7Department of Biostatistics and Bioinformatics, Duke University School of Medicine, Durham, NC, United States.
8Department of Radiology, Centre Hospitalier de l'Université de Montréal, rue Saint-Denis, 1000, Montréal, Québec, H2X 0C2, Canada.
Abstract
Background & aims: The risk of progression of indeterminate observations to hepatocellular carcinoma (HCC) after direct-acting antivirals (DAA) is still undetermined. To assess whether DAA therapy changes the risk of progression of observations with low (LR-2), intermediate (LR-3), and high (LR-4) probability for HCC in cirrhotic patients and to identify predictors of progression.
Methods: This retrospective study included cirrhotic patients treated with DAA who achieved sustained virologic response between 2015 and 2019. A total of 68 patients had pre-DAA indeterminate observations and at least six months CT/MRI follow-up before and after DAA. Two radiologists reviewed CT/MRI studies to categorize observations according to the LI-RADSv2018 and assess the evolution on subsequent follow-ups. Predictors of evolutions were evaluated by using the Cox proportional hazard model, Kaplan-Meier method, and log-rank test.

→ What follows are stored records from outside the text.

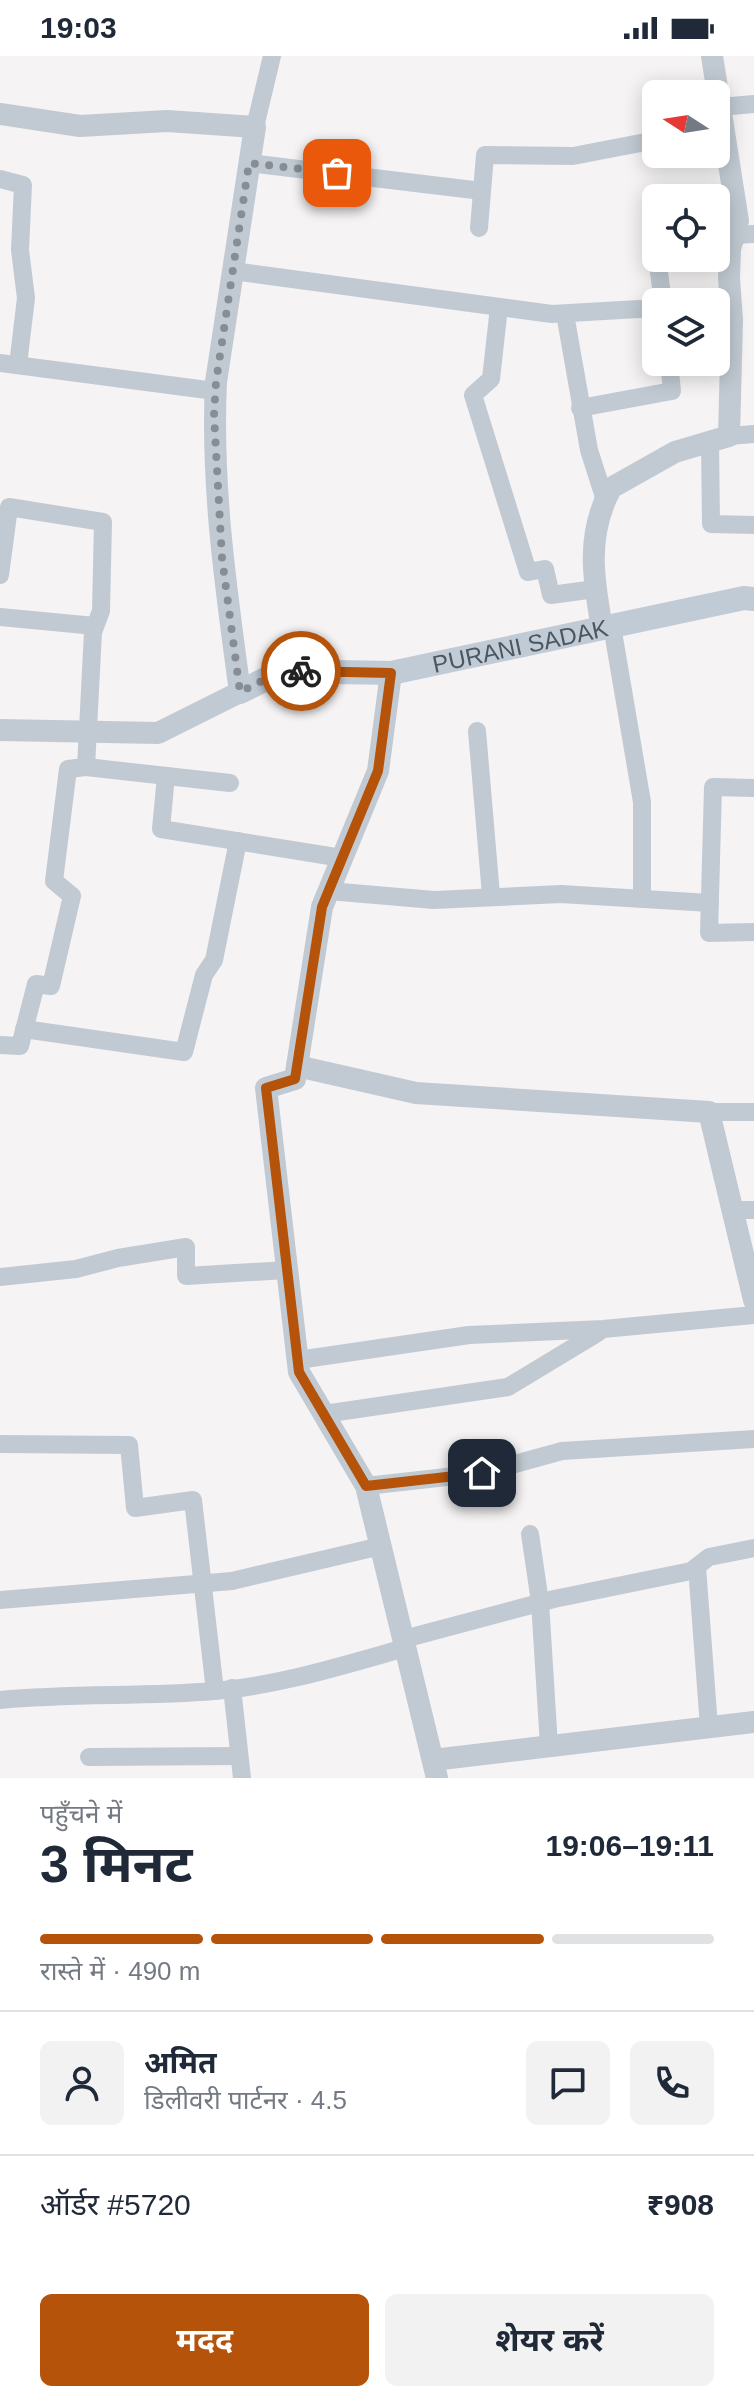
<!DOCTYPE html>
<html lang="hi">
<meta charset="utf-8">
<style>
body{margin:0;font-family:Arial,"Noto Sans Devanagari",sans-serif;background:#f2f2f3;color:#1f2937;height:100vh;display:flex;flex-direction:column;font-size:30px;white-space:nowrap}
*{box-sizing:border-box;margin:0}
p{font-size:26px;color:#747a83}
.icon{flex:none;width:44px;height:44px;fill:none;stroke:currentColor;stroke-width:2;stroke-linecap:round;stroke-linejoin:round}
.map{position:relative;height:1722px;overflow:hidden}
.panel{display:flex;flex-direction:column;background:#fff;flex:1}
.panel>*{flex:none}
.needle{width:52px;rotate:282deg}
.tools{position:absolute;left:642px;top:24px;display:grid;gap:16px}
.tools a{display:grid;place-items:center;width:88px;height:88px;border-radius:12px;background:#fff;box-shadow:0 4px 20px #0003;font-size:40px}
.pin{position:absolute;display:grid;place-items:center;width:68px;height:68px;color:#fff;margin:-34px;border-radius:16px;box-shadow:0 4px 12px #0006}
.courier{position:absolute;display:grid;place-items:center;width:80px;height:80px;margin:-40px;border:6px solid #b45309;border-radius:50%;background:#fff;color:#222;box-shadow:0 2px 10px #0007}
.overview em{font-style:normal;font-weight:700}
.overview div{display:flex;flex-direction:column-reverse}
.overview{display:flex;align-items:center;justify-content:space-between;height:136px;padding:0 40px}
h1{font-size:52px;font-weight:700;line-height:60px}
.bar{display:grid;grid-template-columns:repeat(4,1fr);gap:12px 8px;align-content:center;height:96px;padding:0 40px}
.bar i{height:10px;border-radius:6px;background:#e0e1e3}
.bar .selected{background:#b45309}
.bar p{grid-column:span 4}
.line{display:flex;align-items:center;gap:20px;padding:0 40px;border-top:2px solid #e0e1e3}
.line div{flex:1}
.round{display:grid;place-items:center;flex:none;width:84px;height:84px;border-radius:12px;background:#f2f2f3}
.primary-button{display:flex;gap:16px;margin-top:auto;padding:16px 40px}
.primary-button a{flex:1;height:92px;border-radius:12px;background:#b45309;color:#fff;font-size:32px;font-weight:700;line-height:92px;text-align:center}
.primary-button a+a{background:#f2f2f3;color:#1f2937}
.status{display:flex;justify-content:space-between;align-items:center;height:56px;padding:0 40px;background:#fff;direction:ltr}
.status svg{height:22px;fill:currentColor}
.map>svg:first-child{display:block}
</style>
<div class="status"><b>19:03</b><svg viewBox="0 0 49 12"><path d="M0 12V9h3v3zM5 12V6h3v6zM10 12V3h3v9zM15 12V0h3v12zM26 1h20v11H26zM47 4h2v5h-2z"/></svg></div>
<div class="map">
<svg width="754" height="1722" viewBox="0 0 754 1722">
<rect width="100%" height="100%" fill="#f5f3f3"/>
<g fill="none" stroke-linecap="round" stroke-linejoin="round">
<g stroke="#c1cad2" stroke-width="18">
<polyline points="720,51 754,48"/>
<polyline points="255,71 272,0"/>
<polyline points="249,107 482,135"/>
<polyline points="0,123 23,129 20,194 26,242 18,309"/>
<polyline points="653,161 656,190"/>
<polyline points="479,172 485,99 573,100 656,84"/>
<polyline points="734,179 754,178"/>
<polyline points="657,202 663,246"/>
<polyline points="233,215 552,258 656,252"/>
<polyline points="696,246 730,241"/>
<polyline points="499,251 491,323 473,339 528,516 545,513 551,539 595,533"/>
<polyline points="565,258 589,394 605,444"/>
<polyline points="0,307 215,335"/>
<polyline points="580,352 672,335 669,306"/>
<polyline points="729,380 754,378"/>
<polyline points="710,386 711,468 754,469"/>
<polyline points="0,519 9,451 103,466 101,555 93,576 86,711 68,713 54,825 72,840 51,930 36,928 20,990 0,989"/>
<polyline points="0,561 95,570"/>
<polyline points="612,570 642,746 642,843"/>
<polyline points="477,675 491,839"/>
<polyline points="86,711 230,727"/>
<polyline points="166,720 161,773 342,802"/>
<polyline points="754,732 713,731 709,877 754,876"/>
<polyline points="329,835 434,844 561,838 710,847"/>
<polyline points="24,973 184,996 204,919 214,904 238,785"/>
<polyline points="709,1056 754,1056"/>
<polyline points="732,1154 754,1154"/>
<polyline points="0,1221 76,1213 118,1202 186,1191 186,1220 287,1214"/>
<polyline points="298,1304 469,1279 603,1273 754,1259"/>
<polyline points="324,1358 508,1331 599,1276"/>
<polyline points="0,1388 129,1389 135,1452 193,1444 215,1635"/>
<polyline points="366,1430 482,1417 562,1395 754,1383"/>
<polyline points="530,1478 540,1546 549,1690"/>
<polyline points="697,1511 709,1671"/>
<polyline points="0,1544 232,1525 381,1490"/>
<polyline points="404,1583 554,1543 691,1515 709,1501 754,1492"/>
<polyline points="232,1632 242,1722"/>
<path d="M 0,1644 C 71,1637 143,1641 214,1635 C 278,1630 344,1609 405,1592"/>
<polyline points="89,1701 239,1700"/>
</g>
<g stroke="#c1cad2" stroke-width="22">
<path d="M 0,58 L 80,70 L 167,65 L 255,71 L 216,326 C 211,430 226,533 240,636 L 158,677 L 0,674"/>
<path d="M 602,572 C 593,522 586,479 611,432 L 675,396 L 729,380 L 732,264 L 729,222 L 730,193 L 738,165 L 712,0"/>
<polyline points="391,617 378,715 322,851 295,1023 266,1032 299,1316 366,1430 437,1722"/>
<polyline points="297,1010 416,1037 709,1056 754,1244"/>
<polyline points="433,1704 754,1666"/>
</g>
<path stroke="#c1cbd6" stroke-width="24" id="s1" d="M 240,636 L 282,615 L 391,617 L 744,542 L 754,543"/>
</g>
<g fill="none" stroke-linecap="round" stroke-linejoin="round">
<polyline stroke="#868d94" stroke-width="8" stroke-dasharray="0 14.4" points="301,615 282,615 240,636 222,502 214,359 216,326 249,107 337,117"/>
<polyline stroke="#b45309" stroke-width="10" points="301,615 391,617 378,715 322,851 295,1023 266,1032 299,1316 366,1430 482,1417"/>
</g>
<g text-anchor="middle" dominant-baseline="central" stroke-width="7" stroke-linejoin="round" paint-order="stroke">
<g font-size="24" fill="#4a5661" stroke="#fff">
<text stroke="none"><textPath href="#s1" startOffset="288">PURANI SADAK</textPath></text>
</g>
</g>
</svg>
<div class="tools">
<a><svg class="needle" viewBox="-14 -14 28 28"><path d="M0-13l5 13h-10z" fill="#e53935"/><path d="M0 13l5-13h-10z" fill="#747a83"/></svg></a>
<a><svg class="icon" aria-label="locate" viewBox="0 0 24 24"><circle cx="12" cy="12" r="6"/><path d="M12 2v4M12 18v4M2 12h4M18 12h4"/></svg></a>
<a><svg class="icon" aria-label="layers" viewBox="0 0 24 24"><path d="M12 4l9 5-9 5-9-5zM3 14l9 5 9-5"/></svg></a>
</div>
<div class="pin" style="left:337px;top:117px;background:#ea580c"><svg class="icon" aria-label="bag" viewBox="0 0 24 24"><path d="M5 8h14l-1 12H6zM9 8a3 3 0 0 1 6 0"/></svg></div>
<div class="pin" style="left:482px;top:1417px;background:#1f2937"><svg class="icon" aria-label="home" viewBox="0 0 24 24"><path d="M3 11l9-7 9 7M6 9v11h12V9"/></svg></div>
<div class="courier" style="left:301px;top:615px"><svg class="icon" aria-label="bike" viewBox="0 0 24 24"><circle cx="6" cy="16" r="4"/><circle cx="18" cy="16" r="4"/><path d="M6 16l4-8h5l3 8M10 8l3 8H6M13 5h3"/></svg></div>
</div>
<section class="panel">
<div class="overview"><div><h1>3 मिनट</h1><p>पहुँचने में</p></div><em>19:06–19:11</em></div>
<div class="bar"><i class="selected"></i><i class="selected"></i><i class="selected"></i><i></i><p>रास्ते में · 490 m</p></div>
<div class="line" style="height:144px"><a class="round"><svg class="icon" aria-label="person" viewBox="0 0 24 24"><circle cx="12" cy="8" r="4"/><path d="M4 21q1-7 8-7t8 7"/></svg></a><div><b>अमित</b><p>डिलीवरी पार्टनर · 4.5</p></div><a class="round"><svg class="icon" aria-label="chat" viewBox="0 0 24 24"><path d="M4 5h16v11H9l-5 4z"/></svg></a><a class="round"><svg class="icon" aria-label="phone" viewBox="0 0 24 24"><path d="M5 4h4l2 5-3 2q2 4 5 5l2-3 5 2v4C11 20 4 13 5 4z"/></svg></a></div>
<div class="line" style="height:104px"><div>ऑर्डर #5720</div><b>₹908</b></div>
<div class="primary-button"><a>मदद</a><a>शेयर करें</a></div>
</section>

Results: A total of 109 untreated observations were evaluated, including 31 (28.4%) LR-2, 67 (61.5%) LR-3, and 11 (10.1%) LR-4. During a median follow-up of 41 months, 17.4% and 13.3% of observations evolved to LR-5 or LR-M and LR-5, before and after DAA, respectively (P=0.428). There was no difference in rate of progression of neither LR-2 (P=1.000), LR-3 (P=0.833), or LR-4 (P=0.505). At multivariate analysis, only initial LI-RADS category was an independent predictor of progression to LR-5 or LR-M for all observations (hazard ratio 6.75, P<0.001), and of progression to LR-5 after DAA (hazard ratio 4.34, P=0.047).
Conclusions: DAA therapy does not increase progression of indeterminate observations to malignant categories. The initial LI-RADS category is an independent predictor of observations upgrade.